YOUR OBJECTIVE — Where the data below has the string "DACOP", return the whole line.
Segment Open
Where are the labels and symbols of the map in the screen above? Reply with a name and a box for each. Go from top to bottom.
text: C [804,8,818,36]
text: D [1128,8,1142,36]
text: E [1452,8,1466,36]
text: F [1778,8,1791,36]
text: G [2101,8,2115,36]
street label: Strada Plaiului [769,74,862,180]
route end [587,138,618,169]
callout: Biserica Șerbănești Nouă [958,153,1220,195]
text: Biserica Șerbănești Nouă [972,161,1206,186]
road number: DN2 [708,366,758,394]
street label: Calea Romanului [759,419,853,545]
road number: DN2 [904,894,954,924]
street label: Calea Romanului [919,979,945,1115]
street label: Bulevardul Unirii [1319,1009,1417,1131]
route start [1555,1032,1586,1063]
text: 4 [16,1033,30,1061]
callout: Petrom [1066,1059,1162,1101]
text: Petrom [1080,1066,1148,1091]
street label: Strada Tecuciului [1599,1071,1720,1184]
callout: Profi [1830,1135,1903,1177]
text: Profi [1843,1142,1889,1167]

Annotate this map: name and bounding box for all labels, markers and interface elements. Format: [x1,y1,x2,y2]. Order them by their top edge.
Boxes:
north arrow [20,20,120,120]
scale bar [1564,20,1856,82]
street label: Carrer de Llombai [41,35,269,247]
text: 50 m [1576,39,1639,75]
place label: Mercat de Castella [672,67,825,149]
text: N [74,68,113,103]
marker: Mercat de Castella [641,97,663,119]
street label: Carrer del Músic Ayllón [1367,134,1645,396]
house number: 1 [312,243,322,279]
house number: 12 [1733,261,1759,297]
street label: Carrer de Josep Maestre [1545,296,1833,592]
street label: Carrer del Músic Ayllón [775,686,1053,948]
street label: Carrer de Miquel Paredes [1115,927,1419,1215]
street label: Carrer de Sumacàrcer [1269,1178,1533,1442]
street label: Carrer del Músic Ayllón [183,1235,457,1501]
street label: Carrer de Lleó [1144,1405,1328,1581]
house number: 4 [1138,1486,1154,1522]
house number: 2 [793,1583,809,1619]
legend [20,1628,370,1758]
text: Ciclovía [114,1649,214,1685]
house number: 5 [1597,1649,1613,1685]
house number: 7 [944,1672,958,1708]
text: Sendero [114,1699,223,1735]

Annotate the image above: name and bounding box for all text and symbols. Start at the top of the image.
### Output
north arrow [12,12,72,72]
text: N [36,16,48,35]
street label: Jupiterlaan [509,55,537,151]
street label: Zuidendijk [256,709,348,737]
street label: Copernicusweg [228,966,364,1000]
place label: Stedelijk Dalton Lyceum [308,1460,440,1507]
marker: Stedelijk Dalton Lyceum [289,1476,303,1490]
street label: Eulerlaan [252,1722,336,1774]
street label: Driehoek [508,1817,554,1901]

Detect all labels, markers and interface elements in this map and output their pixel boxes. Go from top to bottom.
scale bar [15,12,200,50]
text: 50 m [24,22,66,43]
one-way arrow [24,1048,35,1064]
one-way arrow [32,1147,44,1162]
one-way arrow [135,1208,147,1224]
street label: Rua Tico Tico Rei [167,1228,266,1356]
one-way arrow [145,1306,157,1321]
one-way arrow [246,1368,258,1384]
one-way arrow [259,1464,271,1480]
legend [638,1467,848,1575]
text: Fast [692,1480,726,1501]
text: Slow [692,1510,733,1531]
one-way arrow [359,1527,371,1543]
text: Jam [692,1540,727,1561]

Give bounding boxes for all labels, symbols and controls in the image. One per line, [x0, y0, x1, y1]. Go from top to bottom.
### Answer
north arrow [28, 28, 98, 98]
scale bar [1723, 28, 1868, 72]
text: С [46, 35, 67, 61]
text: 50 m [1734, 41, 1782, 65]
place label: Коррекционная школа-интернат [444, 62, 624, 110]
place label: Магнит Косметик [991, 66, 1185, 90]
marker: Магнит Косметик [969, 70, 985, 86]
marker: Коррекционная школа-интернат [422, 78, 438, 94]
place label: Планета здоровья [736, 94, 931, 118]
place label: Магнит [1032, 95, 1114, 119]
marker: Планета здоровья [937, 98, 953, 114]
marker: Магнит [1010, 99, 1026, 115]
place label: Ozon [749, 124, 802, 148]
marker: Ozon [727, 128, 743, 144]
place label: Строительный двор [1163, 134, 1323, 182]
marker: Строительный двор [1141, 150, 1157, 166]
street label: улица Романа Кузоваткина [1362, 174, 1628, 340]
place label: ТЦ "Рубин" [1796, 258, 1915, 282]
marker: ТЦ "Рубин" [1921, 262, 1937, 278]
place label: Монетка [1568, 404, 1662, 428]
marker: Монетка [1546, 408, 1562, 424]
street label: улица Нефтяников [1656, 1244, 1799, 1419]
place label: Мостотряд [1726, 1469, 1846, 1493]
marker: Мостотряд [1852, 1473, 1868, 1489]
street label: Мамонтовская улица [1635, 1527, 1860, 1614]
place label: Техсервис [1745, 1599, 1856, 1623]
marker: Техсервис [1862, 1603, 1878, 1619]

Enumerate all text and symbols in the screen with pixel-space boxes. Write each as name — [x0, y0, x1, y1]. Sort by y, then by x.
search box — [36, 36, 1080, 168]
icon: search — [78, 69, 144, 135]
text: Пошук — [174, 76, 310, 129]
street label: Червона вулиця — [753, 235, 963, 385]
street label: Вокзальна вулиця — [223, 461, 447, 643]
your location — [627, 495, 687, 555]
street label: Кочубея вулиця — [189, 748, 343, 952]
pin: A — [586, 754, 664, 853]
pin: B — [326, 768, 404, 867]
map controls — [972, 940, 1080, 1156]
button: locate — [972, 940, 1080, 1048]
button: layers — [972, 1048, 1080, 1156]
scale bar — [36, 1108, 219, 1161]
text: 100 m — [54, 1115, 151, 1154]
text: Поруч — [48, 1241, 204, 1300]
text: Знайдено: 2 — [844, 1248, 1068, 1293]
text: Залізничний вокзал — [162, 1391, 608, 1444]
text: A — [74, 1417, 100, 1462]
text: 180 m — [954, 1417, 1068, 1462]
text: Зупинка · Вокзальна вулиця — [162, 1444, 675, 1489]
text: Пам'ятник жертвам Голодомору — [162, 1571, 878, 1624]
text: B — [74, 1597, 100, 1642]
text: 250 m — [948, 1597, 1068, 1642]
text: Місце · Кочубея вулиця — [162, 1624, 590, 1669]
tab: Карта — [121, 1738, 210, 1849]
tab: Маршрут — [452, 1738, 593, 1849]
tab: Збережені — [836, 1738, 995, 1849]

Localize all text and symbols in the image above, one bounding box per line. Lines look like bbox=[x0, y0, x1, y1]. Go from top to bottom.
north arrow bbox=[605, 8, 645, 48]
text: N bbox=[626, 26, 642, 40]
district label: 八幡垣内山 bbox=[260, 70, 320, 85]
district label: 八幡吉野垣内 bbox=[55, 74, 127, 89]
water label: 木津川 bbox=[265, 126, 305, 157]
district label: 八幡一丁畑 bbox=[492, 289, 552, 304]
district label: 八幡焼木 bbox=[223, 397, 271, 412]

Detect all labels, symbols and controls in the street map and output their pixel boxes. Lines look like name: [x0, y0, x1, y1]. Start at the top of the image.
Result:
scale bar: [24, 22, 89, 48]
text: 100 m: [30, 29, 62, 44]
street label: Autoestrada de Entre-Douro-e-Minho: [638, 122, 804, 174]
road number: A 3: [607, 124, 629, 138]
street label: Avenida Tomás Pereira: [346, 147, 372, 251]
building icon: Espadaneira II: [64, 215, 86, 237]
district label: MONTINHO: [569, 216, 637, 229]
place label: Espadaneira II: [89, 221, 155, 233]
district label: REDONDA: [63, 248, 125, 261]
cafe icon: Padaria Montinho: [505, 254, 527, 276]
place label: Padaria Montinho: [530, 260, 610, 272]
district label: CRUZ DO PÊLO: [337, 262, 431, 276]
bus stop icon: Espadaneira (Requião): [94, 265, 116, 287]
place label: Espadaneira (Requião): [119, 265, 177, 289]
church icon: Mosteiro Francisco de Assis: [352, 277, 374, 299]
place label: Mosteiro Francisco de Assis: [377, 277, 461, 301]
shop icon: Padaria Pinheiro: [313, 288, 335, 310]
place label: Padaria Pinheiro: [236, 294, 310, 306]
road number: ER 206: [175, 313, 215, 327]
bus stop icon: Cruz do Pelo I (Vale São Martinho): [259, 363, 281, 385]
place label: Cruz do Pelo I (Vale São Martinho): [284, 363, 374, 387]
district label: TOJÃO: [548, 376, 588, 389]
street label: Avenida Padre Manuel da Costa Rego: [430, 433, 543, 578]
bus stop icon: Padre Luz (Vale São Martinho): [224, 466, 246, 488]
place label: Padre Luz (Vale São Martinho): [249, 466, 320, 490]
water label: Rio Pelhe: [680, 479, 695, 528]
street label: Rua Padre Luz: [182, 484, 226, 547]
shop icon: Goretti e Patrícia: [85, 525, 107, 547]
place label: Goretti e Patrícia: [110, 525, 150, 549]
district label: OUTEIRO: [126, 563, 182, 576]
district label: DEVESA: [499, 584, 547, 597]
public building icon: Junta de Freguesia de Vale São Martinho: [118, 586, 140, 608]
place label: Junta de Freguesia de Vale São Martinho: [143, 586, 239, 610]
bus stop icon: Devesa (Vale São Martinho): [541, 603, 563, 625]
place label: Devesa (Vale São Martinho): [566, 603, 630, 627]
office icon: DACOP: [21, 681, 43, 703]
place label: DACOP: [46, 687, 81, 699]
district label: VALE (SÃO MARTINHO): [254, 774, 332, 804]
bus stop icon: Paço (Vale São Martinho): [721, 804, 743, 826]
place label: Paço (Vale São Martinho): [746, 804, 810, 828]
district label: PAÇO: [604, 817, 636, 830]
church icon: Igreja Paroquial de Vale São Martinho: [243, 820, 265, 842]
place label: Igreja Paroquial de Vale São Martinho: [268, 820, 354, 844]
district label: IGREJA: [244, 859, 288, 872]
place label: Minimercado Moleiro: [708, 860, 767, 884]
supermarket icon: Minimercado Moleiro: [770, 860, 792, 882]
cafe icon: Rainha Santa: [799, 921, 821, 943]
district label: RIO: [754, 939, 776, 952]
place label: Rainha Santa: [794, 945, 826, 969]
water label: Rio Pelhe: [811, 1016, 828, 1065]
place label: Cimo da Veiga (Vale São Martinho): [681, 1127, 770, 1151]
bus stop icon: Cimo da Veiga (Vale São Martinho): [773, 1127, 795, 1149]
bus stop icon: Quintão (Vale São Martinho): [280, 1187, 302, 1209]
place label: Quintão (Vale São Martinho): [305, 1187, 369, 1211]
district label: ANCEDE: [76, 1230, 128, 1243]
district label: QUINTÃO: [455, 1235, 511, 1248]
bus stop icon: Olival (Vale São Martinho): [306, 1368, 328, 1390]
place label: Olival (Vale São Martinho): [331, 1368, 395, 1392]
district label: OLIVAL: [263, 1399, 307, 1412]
Segment Closed
ANSWER TO THIS EXERCISE —
office icon: DACOP: [21, 681, 43, 703]
place label: DACOP: [46, 687, 81, 699]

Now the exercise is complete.